Quentin couldn’t place the accent. German, or something farther east. Maybe Czech. Maybe Polish. Maybe Ukrainian.

Quentin turned to see the man. He had dark eyes, dark stubble on his chin, jet-black hair tied into a ponytail. The sleeves of a black T-shirt were stretched over his carefully toned biceps.

“I’d like to know where he is.” The man spoke his English carefully, as if weighing each word to make sure it was correct.

“Sorry, I don’t know what you’re talking about,” Quentin said.

The man lifted his chin, indicating the rest of the tower above them. “Up there? Right now?”

Quentin shook his head. “Can’t help you.”

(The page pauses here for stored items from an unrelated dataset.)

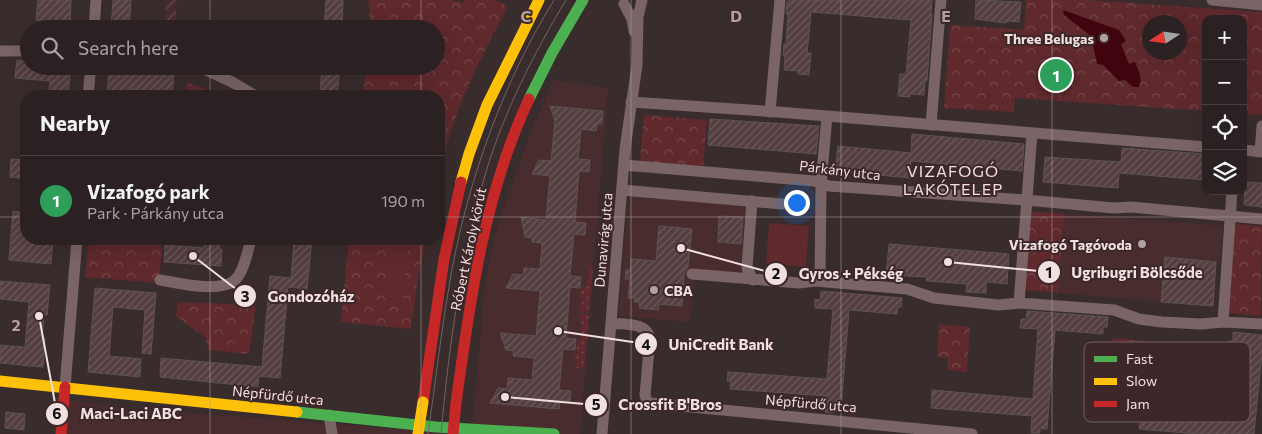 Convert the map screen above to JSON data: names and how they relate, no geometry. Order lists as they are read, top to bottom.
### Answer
{
  "streets": {
    "main road": ["Róbert Károly körút", "Népfürdő utca"],
    "street": ["Párkány utca", "Dunavirág utca"]
  },
  "crossings": [
    ["Párkány utca", "Dunavirág utca"],
    ["Dunavirág utca", "Népfürdő utca"]
  ],
  "districts": ["VIZAFOGÓ LAKÓTELEP"],
  "places": [
    "Three Belugas",
    "Vizafogó Tagóvoda",
    "Gyros + Pékség",
    "Gondozóház",
    "Ugribugri Bölcsőde",
    "CBA",
    "Maci-Laci ABC",
    "UniCredit Bank",
    "Crossfit B'Bros"
  ],
  "legend": ["Fast", "Slow", "Jam"],
  "north": "left",
  "page": {
    "map_buttons": ["+", "−"],
    "search": "Search here",
    "pins": "1",
    "heading": "Nearby",
    "list": [
      {
        "mark": "1",
        "name": "Vizafogó park",
        "note": "Park · Párkány utca",
        "value": "190 m"
      }
    ]
  },
  "grid": {
    "columns": ["C", "D", "E"],
    "rows": ["2"]
  }
} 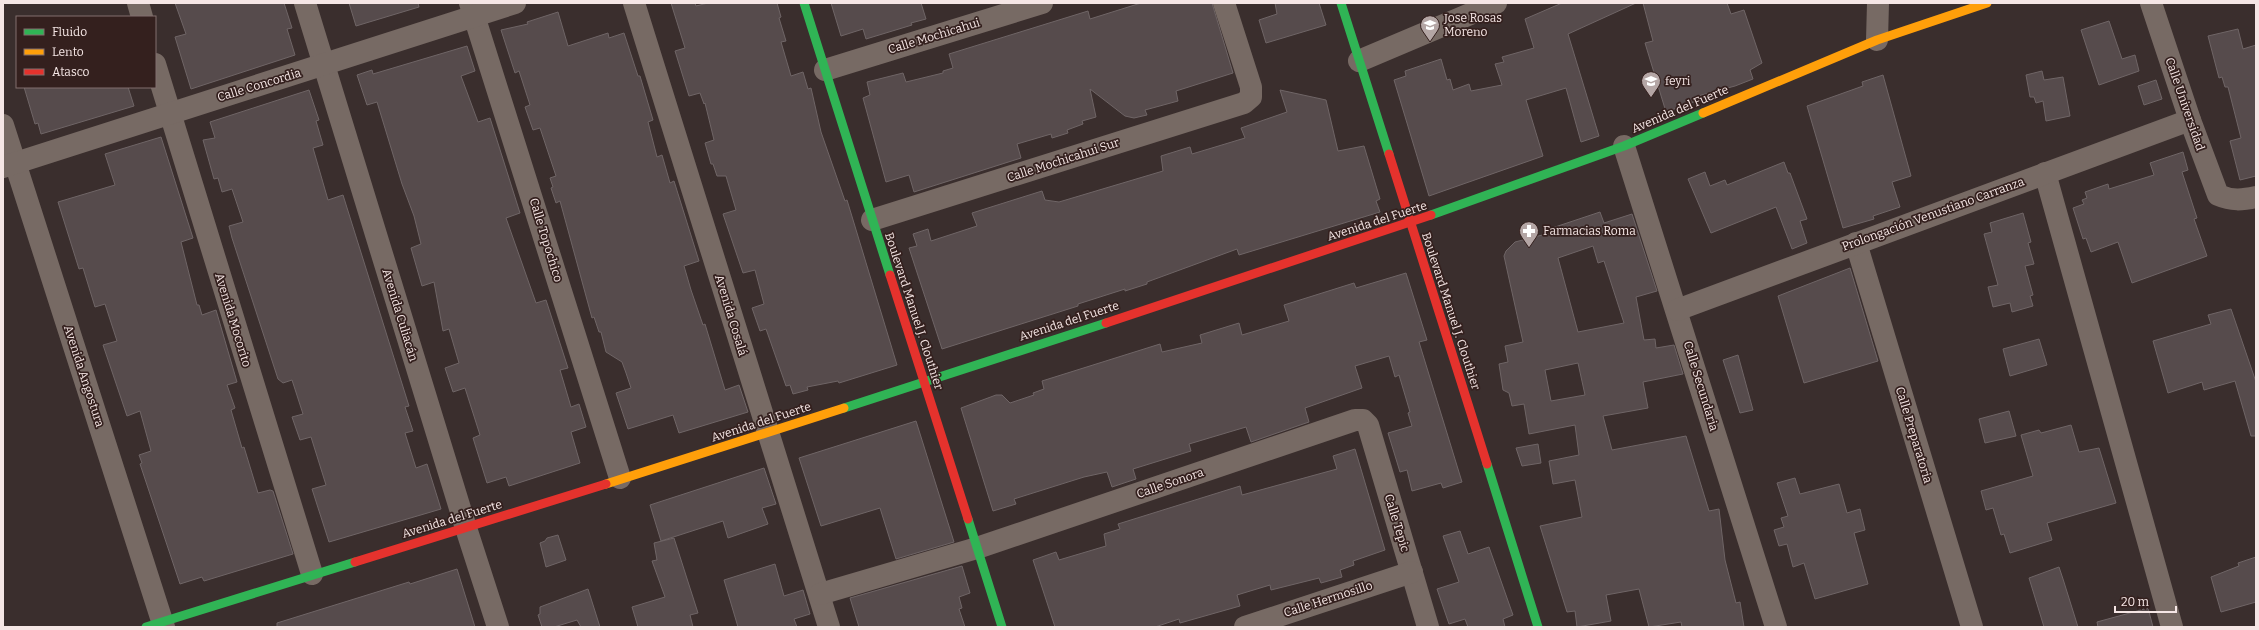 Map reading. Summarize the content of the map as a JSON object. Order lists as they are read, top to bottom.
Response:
{
  "streets": {
    "street": [
      "Calle Mochicahui",
      "Calle Concordia",
      "Calle Universidad",
      "Avenida del Fuerte",
      "Calle Mochicahui Sur",
      "Prolongación Venustiano Carranza",
      "Calle Topochico",
      "Boulevard Manuel J. Clouthier",
      "Avenida Culiacán",
      "Avenida Cosalá",
      "Avenida Mocorito",
      "Avenida Angostura",
      "Calle Secundaria",
      "Calle Preparatoria",
      "Calle Sonora",
      "Calle Tepic",
      "Calle Hermosillo"
    ]
  },
  "crossings": [
    ["Calle Mochicahui", "Boulevard Manuel J. Clouthier"],
    ["Calle Concordia", "Calle Topochico"],
    ["Calle Concordia", "Avenida Culiacán"],
    ["Calle Concordia", "Avenida Mocorito"],
    ["Calle Concordia", "Avenida Angostura"],
    ["Calle Universidad", "Prolongación Venustiano Carranza"],
    ["Avenida del Fuerte", "Calle Topochico"],
    ["Avenida del Fuerte", "Boulevard Manuel J. Clouthier"],
    ["Avenida del Fuerte", "Avenida Culiacán"],
    ["Avenida del Fuerte", "Avenida Cosalá"],
    ["Avenida del Fuerte", "Avenida Mocorito"],
    ["Avenida del Fuerte", "Avenida Angostura"],
    ["Avenida del Fuerte", "Calle Secundaria"],
    ["Calle Mochicahui Sur", "Boulevard Manuel J. Clouthier"],
    ["Prolongación Venustiano Carranza", "Calle Secundaria"],
    ["Prolongación Venustiano Carranza", "Calle Preparatoria"],
    ["Boulevard Manuel J. Clouthier", "Calle Sonora"],
    ["Avenida Cosalá", "Calle Sonora"],
    ["Calle Sonora", "Calle Tepic"],
    ["Calle Tepic", "Calle Hermosillo"]
  ],
  "places": {
    "school or university": ["Jose Rosas Moreno", "feyri"],
    "pharmacy": ["Farmacias Roma"]
  },
  "legend": ["Fluido", "Lento", "Atasco"],
  "scale_bar": "20 m"
}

The man stepped a few inches closer, lowered his voice a notch. “If he finds something up there, he will give it to me. Along with the other item that was taken. I will take both of them, and then you will be free to leave.”

“Okay, you got me,” Quentin said. “I did take those towels from the hotel. They were so soft, I couldn’t help myself.”

“Do you see those people behind us?”

Quentin glanced over his shoulder. A family of four were looking out over the city. Mom, dad, one boy about twelve, a girl maybe eight or nine.

“The girl will go over the railing first,” the man said. “Then the father, who will try to fight me. I will break his nose first, which will blind him and make it easier to throw him over. Then the boy. Then the mother, after watching the rest of her family die.”

Quentin looked into the man’s eyes. Then he noticed the red star tattoo on the left side of his neck. Quentin hadn’t received the same briefing that Nick and Kate had, but he didn’t need it. He already knew all of the major players in this game. The Brotherhood had hired the Roter Stern Korps to help find the Raubgold for them, and this man standing in front of him was one of them. If he got his hands on this map, they’d all be one big step closer.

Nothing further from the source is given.